Direito Administrativo mais digital, sustentável e não-adversarial

Muito emocionado, o professor Juarez Freitas agradeceu a homenagem feita pelo XXI Congresso Paranaense de Direito Administrativo. “Estava com a família na Espanha, e bem no dia do meu aniversário (28 de janeiro) recebi a informação em ligação do Edgar. Para mim é uma honra ser homenageado por um evento de imensa envergadura científica”, destacou. “Dividi a notícia com minha esposa, meu filho e um casal de amigos com lágrimas de alegria”.

Em sua palestra, “Inteligência artificial, serviços públicos digitais e o admirável mundo novo da Administração Pública”, o professor pontuou que o futuro do Direito Administrativo requer a transição célere para a governança pública digital, sustentável e não-adversarial, que priorize as políticas públicas cientificamente motivadas.
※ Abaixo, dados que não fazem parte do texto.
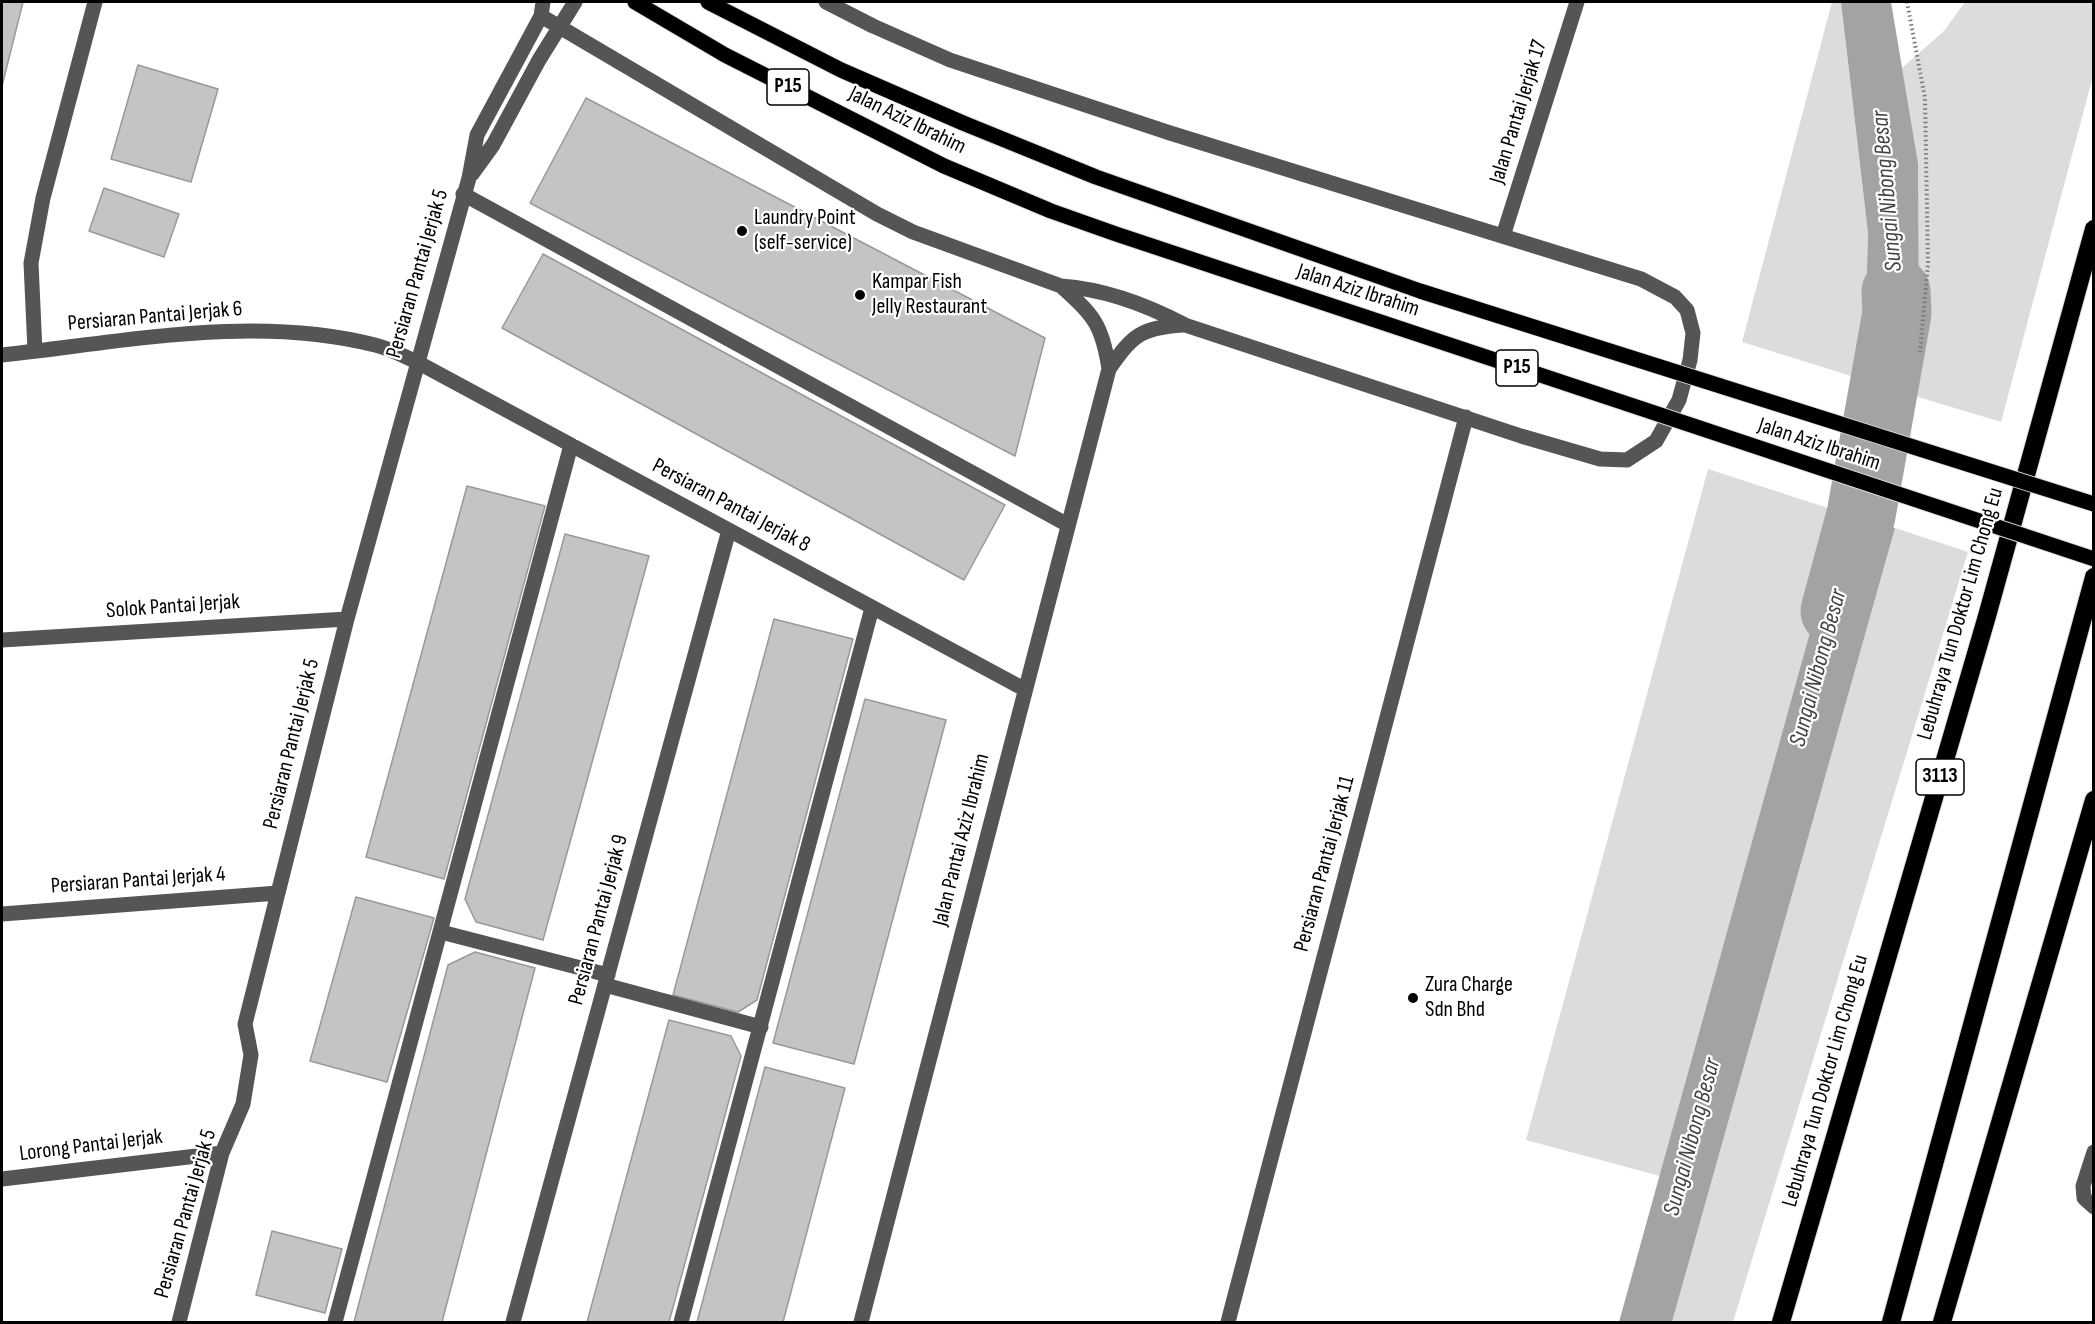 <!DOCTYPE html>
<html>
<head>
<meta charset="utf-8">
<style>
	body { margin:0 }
	#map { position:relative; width:2095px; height:1324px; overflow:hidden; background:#fff; font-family:"Sofia Sans Condensed",sans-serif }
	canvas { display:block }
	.frame { position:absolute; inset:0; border:3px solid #000; pointer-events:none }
</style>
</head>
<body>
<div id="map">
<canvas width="2095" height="1324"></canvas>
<div class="frame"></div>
</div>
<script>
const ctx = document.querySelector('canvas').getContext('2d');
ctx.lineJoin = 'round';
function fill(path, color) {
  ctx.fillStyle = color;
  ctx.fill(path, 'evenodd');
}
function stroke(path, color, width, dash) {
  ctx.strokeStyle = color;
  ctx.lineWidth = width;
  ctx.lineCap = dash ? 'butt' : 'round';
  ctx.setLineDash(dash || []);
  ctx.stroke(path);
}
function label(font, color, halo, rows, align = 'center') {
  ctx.font = font + ' "Sofia Sans Condensed",sans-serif';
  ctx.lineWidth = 4.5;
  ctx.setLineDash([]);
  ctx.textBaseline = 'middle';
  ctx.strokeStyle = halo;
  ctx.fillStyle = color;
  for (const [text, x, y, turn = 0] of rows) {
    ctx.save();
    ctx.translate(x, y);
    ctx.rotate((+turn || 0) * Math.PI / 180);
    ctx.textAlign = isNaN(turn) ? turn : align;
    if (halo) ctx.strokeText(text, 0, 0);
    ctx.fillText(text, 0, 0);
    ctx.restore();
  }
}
const green = new Path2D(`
	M1832,2H1841L1868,233L1864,380L1742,342Z
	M1965,2H2093V76L2001,422L1915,396L1919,313L1918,163L1902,68L1944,31Z
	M1708,469L1843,513L1660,1176L1526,1140Z
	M1895,528L1968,552L1733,1322H1672Z`);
const water = new Path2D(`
	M1841,2H1891L1918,163L1919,313L1915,396L1864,380L1868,233Z
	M1843,513L1895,528L1672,1322H1619Z`);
const river = new Path2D(`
	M1835,611L1861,515L1897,313L1896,292`);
const building = new Path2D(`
	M2,2H23L2,86Z
	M138,65L218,89L191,182L111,159Z
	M586,98L1045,338L1015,456L530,203Z
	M104,188L179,214L164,257L89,231Z
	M543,254L1005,505L964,580L502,328Z
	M467,486L545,506L444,879L366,857Z
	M565,534L649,556L543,940L476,922L465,899Z
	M774,619L853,639L757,1000L738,1012L673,995Z
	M865,699L946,720L854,1064L773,1043Z
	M356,897L434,918L387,1082L310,1061Z
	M475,952L535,968L442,1322H354L448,965Z
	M669,1020L731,1036L741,1056L669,1322H587Z
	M765,1067L845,1088L783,1322H697Z
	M272,1231L342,1249L325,1313L256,1295Z`);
const path = new Path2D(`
	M1907,2L1925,98L1928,264L1920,352`);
const minor = new Path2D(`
	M541,16L877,214L913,232L1061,286C1104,289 1147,305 1185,325L1521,436L1600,459L1627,460L1656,441L1679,400L1690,360L1693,333L1687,310L1675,297L1641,279L1170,133L950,60L873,26L826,2
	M472,174L493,145L539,60L575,2
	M463,194L1068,525
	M1503,236L1577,2
	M1061,286C1094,316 1102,324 1109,369
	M35,351L31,263L43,198L95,2
	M2,355C124,342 254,314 375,345C389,348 403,356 417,362L1024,689
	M2,640L347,619
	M2,914L278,893
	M441,932L608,975
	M605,985L761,1027
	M2094,1152L2083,1186L2084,1198L2094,1207
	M2,1179L222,1153
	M179,1322L222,1153L243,1104L251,1055L245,1024L347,619L469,178L477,135L541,16L543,2
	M335,1322L571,445
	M513,1322L729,530
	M681,1322L872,608
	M861,1322L1109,369C1133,335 1140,328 1183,325
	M1228,1322L1466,417`);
const major = new Path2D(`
	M635,2L725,55L944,166
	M708,2L841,70L963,123`);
const highway = new Path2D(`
	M1781,1322L1987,616L2094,229
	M1891,1322L2094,577
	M1942,1322L2094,800`);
const majorBridge = new Path2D(`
	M963,123L1096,177L1420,291L2094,504
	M944,166L1051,211L1116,234L2094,559`);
const markers = [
	[742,231,6,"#000"],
	[860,295,6,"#000"],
	[1413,998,6,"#000"]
];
const shields = [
	[788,87,42],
	[1517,368,42],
	[1940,777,48]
];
const shieldNames = [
	["P15",788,87],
	["P15",1517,368],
	["3113",1940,777]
];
const streetNames = [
	["Jalan Pantai Jerjak 17",1519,112,-73],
	["Jalan Aziz Ibrahim",907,121,26],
	["Persiaran Pantai Jerjak 5",418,274,-74],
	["Jalan Aziz Ibrahim",1358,291,18],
	["Persiaran Pantai Jerjak 6",155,317,-5],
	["Jalan Aziz Ibrahim",1819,445,18],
	["Persiaran Pantai Jerjak 8",731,506,28],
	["Solok Pantai Jerjak",173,607,-4],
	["Lebuhraya Tun Doktor Lim Chong Eu",1961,614,-74],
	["Persiaran Pantai Jerjak 5",292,744,-76],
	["Jalan Pantai Aziz Ibrahim",962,840,-76],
	["Persiaran Pantai Jerjak 11",1325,864,-75],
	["Persiaran Pantai Jerjak 4",138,881,-4],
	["Persiaran Pantai Jerjak 9",599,920,-75],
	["Lebuhraya Tun Doktor Lim Chong Eu",1826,1081,-74],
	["Lorong Pantai Jerjak",91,1146,-7],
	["Persiaran Pantai Jerjak 5",186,1214,-74]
];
const poiNames = [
	["Laundry Point",754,218],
	["(self-service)",754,243],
	["Kampar Fish",872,282],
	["Jelly Restaurant",872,307],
	["Zura Charge",1425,985],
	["Sdn Bhd",1425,1010]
];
const waterNames = [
	["Sungai Nibong Besar",1888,191,-95],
	["Sungai Nibong Besar",1819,668,-75],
	["Sungai Nibong Besar",1693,1137,-75]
];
fill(green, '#dcdcdc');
fill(water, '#a3a3a3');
stroke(river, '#a3a3a3', 69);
fill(building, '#c4c4c4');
stroke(building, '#999', 1.5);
stroke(major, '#dbdbdb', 17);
stroke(highway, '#dbdbdb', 20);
stroke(path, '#777', 4, [1.5, 3]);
stroke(minor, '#555', 15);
stroke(major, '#000', 15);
stroke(highway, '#000', 18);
stroke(majorBridge, '#dbdbdb', 17, []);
stroke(majorBridge, '#000', 15);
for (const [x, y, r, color] of markers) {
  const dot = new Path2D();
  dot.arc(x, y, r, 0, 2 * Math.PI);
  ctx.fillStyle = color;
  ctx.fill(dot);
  stroke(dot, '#fff', 2);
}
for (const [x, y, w] of shields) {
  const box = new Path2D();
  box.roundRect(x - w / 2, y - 18, w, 36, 4.5);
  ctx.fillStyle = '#fff';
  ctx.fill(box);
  stroke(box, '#000', 1.5);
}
label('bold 21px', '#000', null, shieldNames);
label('22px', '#000', '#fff', streetNames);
label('22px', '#000', '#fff', poiNames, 'left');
label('italic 24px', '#444', '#fff', waterNames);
</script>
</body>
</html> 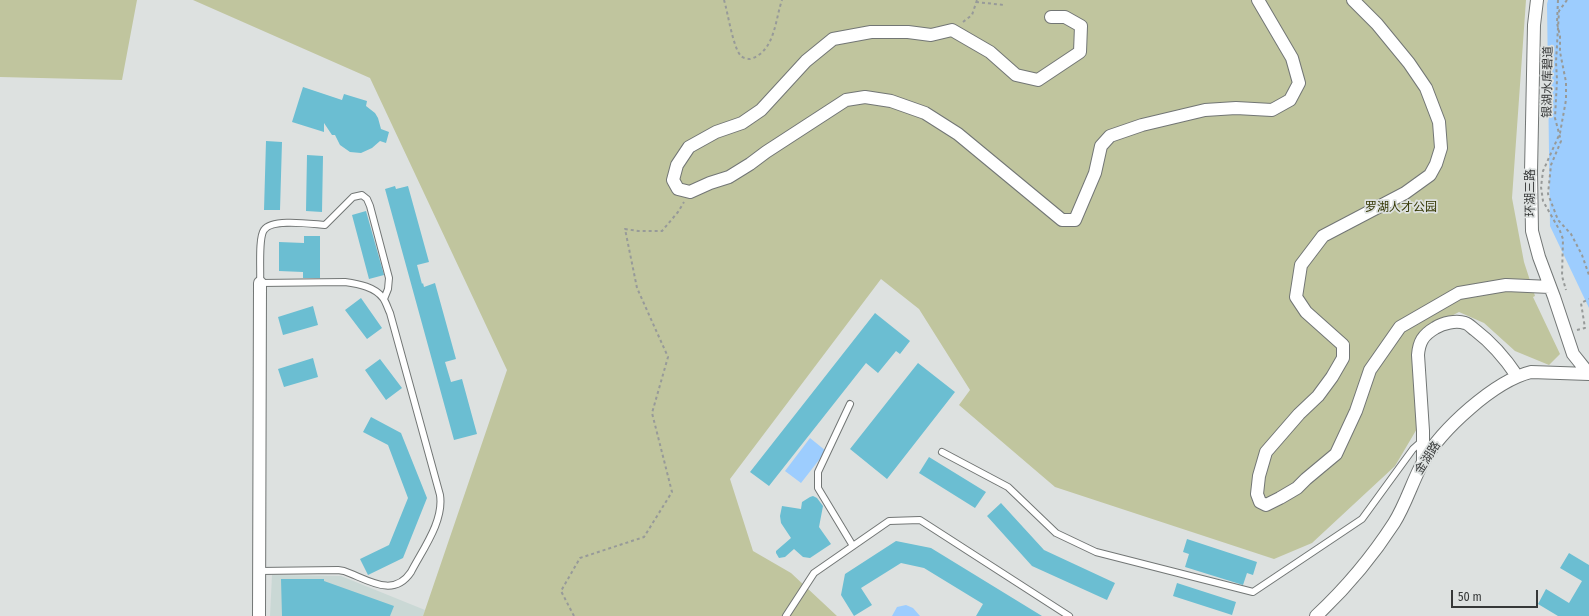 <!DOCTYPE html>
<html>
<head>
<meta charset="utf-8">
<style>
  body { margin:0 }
  #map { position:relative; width:1589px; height:616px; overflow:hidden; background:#dde1e0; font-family:"Fira Sans Condensed",sans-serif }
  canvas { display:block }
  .scale { position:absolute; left:1451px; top:590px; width:87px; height:18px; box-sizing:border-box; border:2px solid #363838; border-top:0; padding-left:5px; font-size:12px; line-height:14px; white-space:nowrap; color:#363838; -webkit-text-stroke:3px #dde1e0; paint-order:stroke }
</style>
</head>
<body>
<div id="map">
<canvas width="1589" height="616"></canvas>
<div class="scale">50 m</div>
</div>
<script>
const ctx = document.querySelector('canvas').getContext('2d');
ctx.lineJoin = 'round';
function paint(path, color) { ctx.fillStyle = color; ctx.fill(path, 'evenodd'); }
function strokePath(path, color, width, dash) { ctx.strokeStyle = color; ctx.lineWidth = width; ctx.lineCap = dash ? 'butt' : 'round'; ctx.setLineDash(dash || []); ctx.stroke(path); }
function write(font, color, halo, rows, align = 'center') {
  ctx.font = font + ' "Fira Sans Condensed","Noto Sans SC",sans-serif'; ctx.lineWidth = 3.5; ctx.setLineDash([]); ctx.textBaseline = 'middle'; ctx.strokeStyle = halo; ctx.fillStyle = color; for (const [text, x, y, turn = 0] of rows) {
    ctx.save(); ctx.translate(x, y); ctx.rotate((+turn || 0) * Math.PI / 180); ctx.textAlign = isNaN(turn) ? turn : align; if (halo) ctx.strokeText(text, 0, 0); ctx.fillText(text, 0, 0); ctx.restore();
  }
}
paint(new Path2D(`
  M272,575L341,576L425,610L423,616H270Z`), '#cad8d5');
paint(new Path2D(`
  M0,0H137L122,80L0,77Z
  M193,0H1526L1512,198L1524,262L1535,296L1533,297L1560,354L1549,365L1515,351L1484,323L1459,312L1422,331L1413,349V374L1418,427L1395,466L1312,543L1274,559L1055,487L959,405L970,390L919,309L881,279L730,479L753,551L791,573L837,616H423L507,370L370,78Z`), '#c0c59e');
paint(new Path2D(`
  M1548,0H1589V308L1550,226L1547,4Z
  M810,438L826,451L801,483L785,471Z
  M906,605L913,608L920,616H892L897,607Z`), '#9dcdfe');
paint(new Path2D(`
  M303,87L342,100L344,94L367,101L366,106L375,113L378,118L381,129L389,132L386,143L380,141L372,148L361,153L350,152L340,145L335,135H332L324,123V132L292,122Z
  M266,141L282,142L280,210H264Z
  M307,155L323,156L322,212L306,211Z
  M395,186L396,189L408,186L429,262L417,265L422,284L423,283L424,287L435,283L456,359L445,362L451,382L462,379L477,434L454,440L385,189Z
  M366,211L384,275L369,279L352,215Z
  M304,236H320V278H303V272L279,271V242L304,243Z
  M361,298L382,328L367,339L345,310Z
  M313,306L318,325L283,335L278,317Z
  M875,313L910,341L900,354L896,351L878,373L866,363L769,486L750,472Z
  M313,358L318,377L284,387L278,369Z
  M380,359L402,388L386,400L365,370Z
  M918,363L955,392L887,479L850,449Z
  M371,417L401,433L427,498L403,558L368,575L360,559L389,545L408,498L388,445L363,432Z
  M929,457L986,492L975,508L919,473Z
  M813,496L817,498L823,506L819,527L831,544L810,558L803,557L794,549L785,557L779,558L776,553V551L791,538L781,523L780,516L782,506L801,509L802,502L810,497Z
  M1001,503L1044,550L1115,583L1107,600L1032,566L987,516Z
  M1187,539L1257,562L1253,575L1247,573L1243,585L1185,567L1189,554L1183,552Z
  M896,541L931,548L1042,616H976L983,604L924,568L901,563L861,588L872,605L854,616L841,595L845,574Z
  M1569,553L1589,565V616H1558L1538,604L1546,589L1569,603L1582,581L1560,568Z
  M281,579H324V581L394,606L390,616H282Z
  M1177,583L1236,602L1232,615L1173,596Z`), '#6bbed2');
const service = new Path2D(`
  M850,404L818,472V488L853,546
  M942,452L1008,487L1056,533L1096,552L1253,592L1362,519L1413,449L1422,441
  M259,571L338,570L344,571C367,579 393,599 411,572C423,549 444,521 440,495L390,313C388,309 386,302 383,298C375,287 359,284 345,282L260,283C261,272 258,238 264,230C272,218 311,224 325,225L353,197L362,195L367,199L370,206L389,278L388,289L384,299
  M786,616L814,573L889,521L920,520L1069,616`);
const minor = new Path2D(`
  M1353,0L1377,24L1409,63L1426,88L1439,122L1441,148L1436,164L1430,175L1405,193L1323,236L1301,265L1296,297L1306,312L1343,345V358L1332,377L1318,396L1299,414L1266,452L1259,476L1257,494L1260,502L1266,505L1280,498L1297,488L1306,479L1336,454L1356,411L1370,370L1400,327L1459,293L1506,285L1550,287
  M1537,0L1534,25L1531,172L1532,231L1539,257L1554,297L1573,354L1589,374
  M1051,17H1065L1081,26L1080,52L1038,80L1016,75L990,52L952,30L931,35L908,32H871L833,39L806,61L761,110L742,123L716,132L689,147L677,165L673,180L678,189L690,192L710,183L729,177L750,164L766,152L846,100L865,97L891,101L925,113L958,134L1062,220H1075L1095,173L1101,146L1110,136L1142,125L1205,110L1236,108L1272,110L1290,100L1299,83L1292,58L1258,0
  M1423,463V431L1418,355C1419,342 1423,335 1435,328C1443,323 1456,320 1465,323C1469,324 1472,328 1475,330C1492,343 1505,358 1517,376
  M259,616L260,283
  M1316,616C1346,588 1372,557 1394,523C1406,504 1412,482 1423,462C1441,430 1494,381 1531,372L1589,374`);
strokePath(service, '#727675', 8);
strokePath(minor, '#727675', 14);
strokePath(new Path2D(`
  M724,0C728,13 733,48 741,56C743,58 747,59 750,59C775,52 775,20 782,0
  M1567,0L1559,11L1556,62L1557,80L1555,118L1561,141L1551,165L1548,194L1558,220L1571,234L1582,255L1589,275
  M976,2L1004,5
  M963,22L972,15L977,0
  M1577,330L1585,328L1581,303L1589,299
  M574,616L561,591L580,558L644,537L672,492L652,413L668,357L637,288L625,229L638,231H662L678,212L684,202`), '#979a99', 2, [3, 3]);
strokePath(service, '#fff', 6);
strokePath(minor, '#fff', 12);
strokePath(new Path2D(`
  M1558,0L1557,23L1560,36V52L1566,82V100L1560,133L1543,171L1541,187L1543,201L1560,231L1563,239L1562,276L1566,290`), '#979a99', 2, [3, 3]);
write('12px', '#363838', '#dde1e0', [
  ["银湖水库碧道",1548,82,-89],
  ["环湖三路",1531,193,-90],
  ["金湖路",1428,458,-57]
]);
write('12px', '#343703', '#dde1e0', [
  ["罗湖人才公园",1401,208]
]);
</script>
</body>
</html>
De acordo com ele, a regulação administrativa das novas tecnologias, especialmente das máquinas que aprendem, é crucial. “Temas como a explicabilidade da decisão administrativa robotizada, o desenviesamento dos algoritmos e a avaliação preditiva dos contratos públicos precisam ser incorporados à nossa agenda de transformação paradigmática para que a Administração Pública cumpra os desígnios, em tempo, de aprimorar a qualidade de vida das gerações presentes e futuras”, apontou.

Juarez Freitas defende a migração o mais veloz possível com as transições providenciais necessárias para o Direito Sustentável, aquele que recebe o influxo de princípios constitucionais da sustentabilidade. Avaliar sob o ponto de vista da sustentabilidade os impactos de uma contratação é crucial. Lembrou que os fundos trilionários não aceitam mais fazer investimentos em áreas que sejam nocivas do ponto de vista ambiental e social; não bata mais análises de custos.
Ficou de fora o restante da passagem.